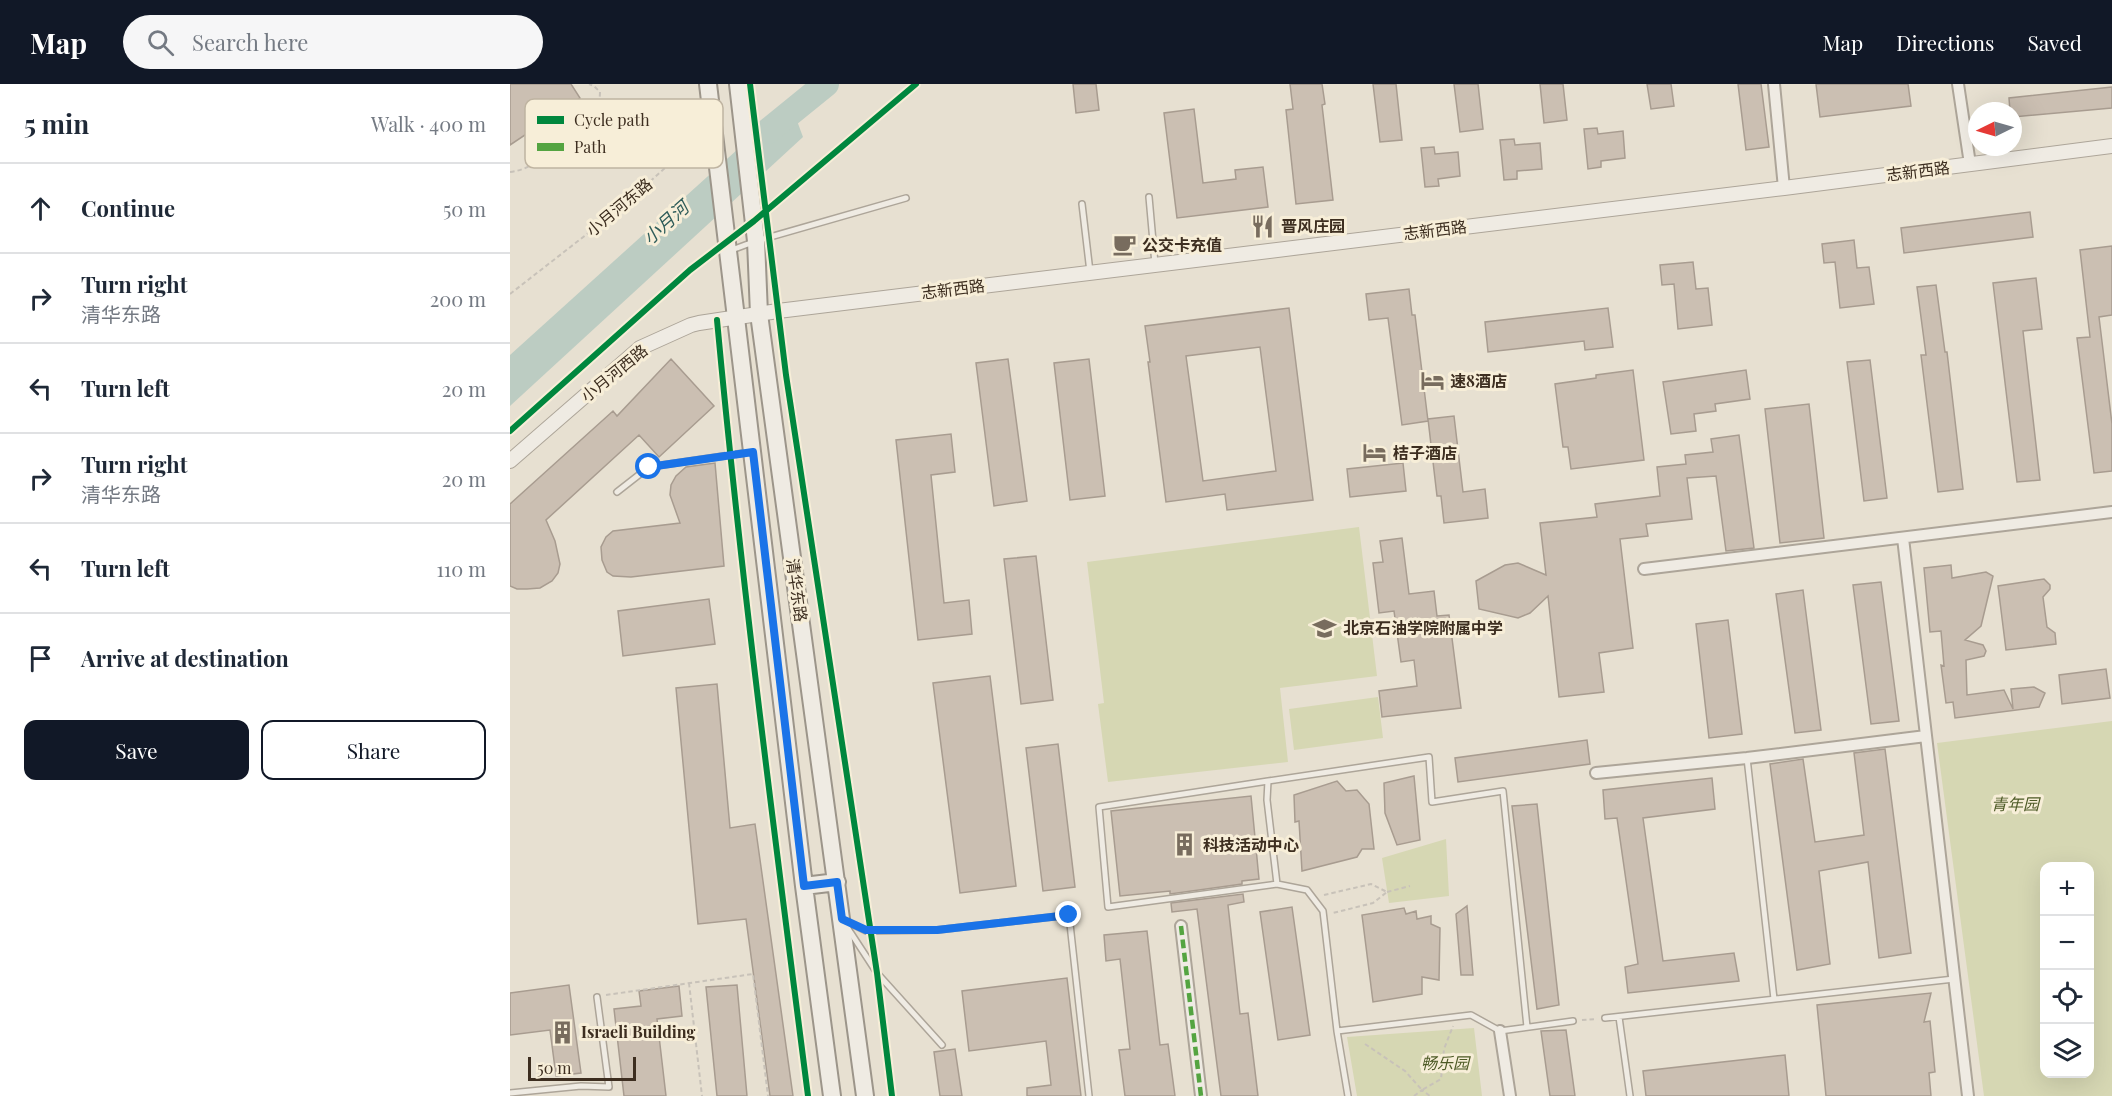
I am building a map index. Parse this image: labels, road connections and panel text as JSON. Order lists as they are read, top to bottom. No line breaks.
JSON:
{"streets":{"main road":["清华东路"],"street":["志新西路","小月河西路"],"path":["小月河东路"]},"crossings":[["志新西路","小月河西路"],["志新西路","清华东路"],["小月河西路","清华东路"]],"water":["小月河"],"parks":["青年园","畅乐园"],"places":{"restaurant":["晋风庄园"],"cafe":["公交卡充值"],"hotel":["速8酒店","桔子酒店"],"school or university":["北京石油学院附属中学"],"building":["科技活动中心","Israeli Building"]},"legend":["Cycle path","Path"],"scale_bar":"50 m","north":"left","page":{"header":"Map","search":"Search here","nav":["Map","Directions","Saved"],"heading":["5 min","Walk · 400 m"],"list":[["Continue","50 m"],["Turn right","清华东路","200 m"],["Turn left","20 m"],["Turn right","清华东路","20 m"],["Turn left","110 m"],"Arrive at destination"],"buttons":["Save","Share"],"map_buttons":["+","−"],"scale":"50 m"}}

━━━━━━━━━━

> _Task description_
Rewrite the data above exactly as given, but omit the images.

> _Task response_
I am building a map index. Parse this image: labels, road connections and panel text as JSON. Order lists as they are read, top to bottom. No line breaks.
JSON:
{"streets":{"main road":["清华东路"],"street":["志新西路","小月河西路"],"path":["小月河东路"]},"crossings":[["志新西路","小月河西路"],["志新西路","清华东路"],["小月河西路","清华东路"]],"water":["小月河"],"parks":["青年园","畅乐园"],"places":{"restaurant":["晋风庄园"],"cafe":["公交卡充值"],"hotel":["速8酒店","桔子酒店"],"school or university":["北京石油学院附属中学"],"building":["科技活动中心","Israeli Building"]},"legend":["Cycle path","Path"],"scale_bar":"50 m","north":"left","page":{"header":"Map","search":"Search here","nav":["Map","Directions","Saved"],"heading":["5 min","Walk · 400 m"],"list":[["Continue","50 m"],["Turn right","清华东路","200 m"],["Turn left","20 m"],["Turn right","清华东路","20 m"],["Turn left","110 m"],"Arrive at destination"],"buttons":["Save","Share"],"map_buttons":["+","−"],"scale":"50 m"}}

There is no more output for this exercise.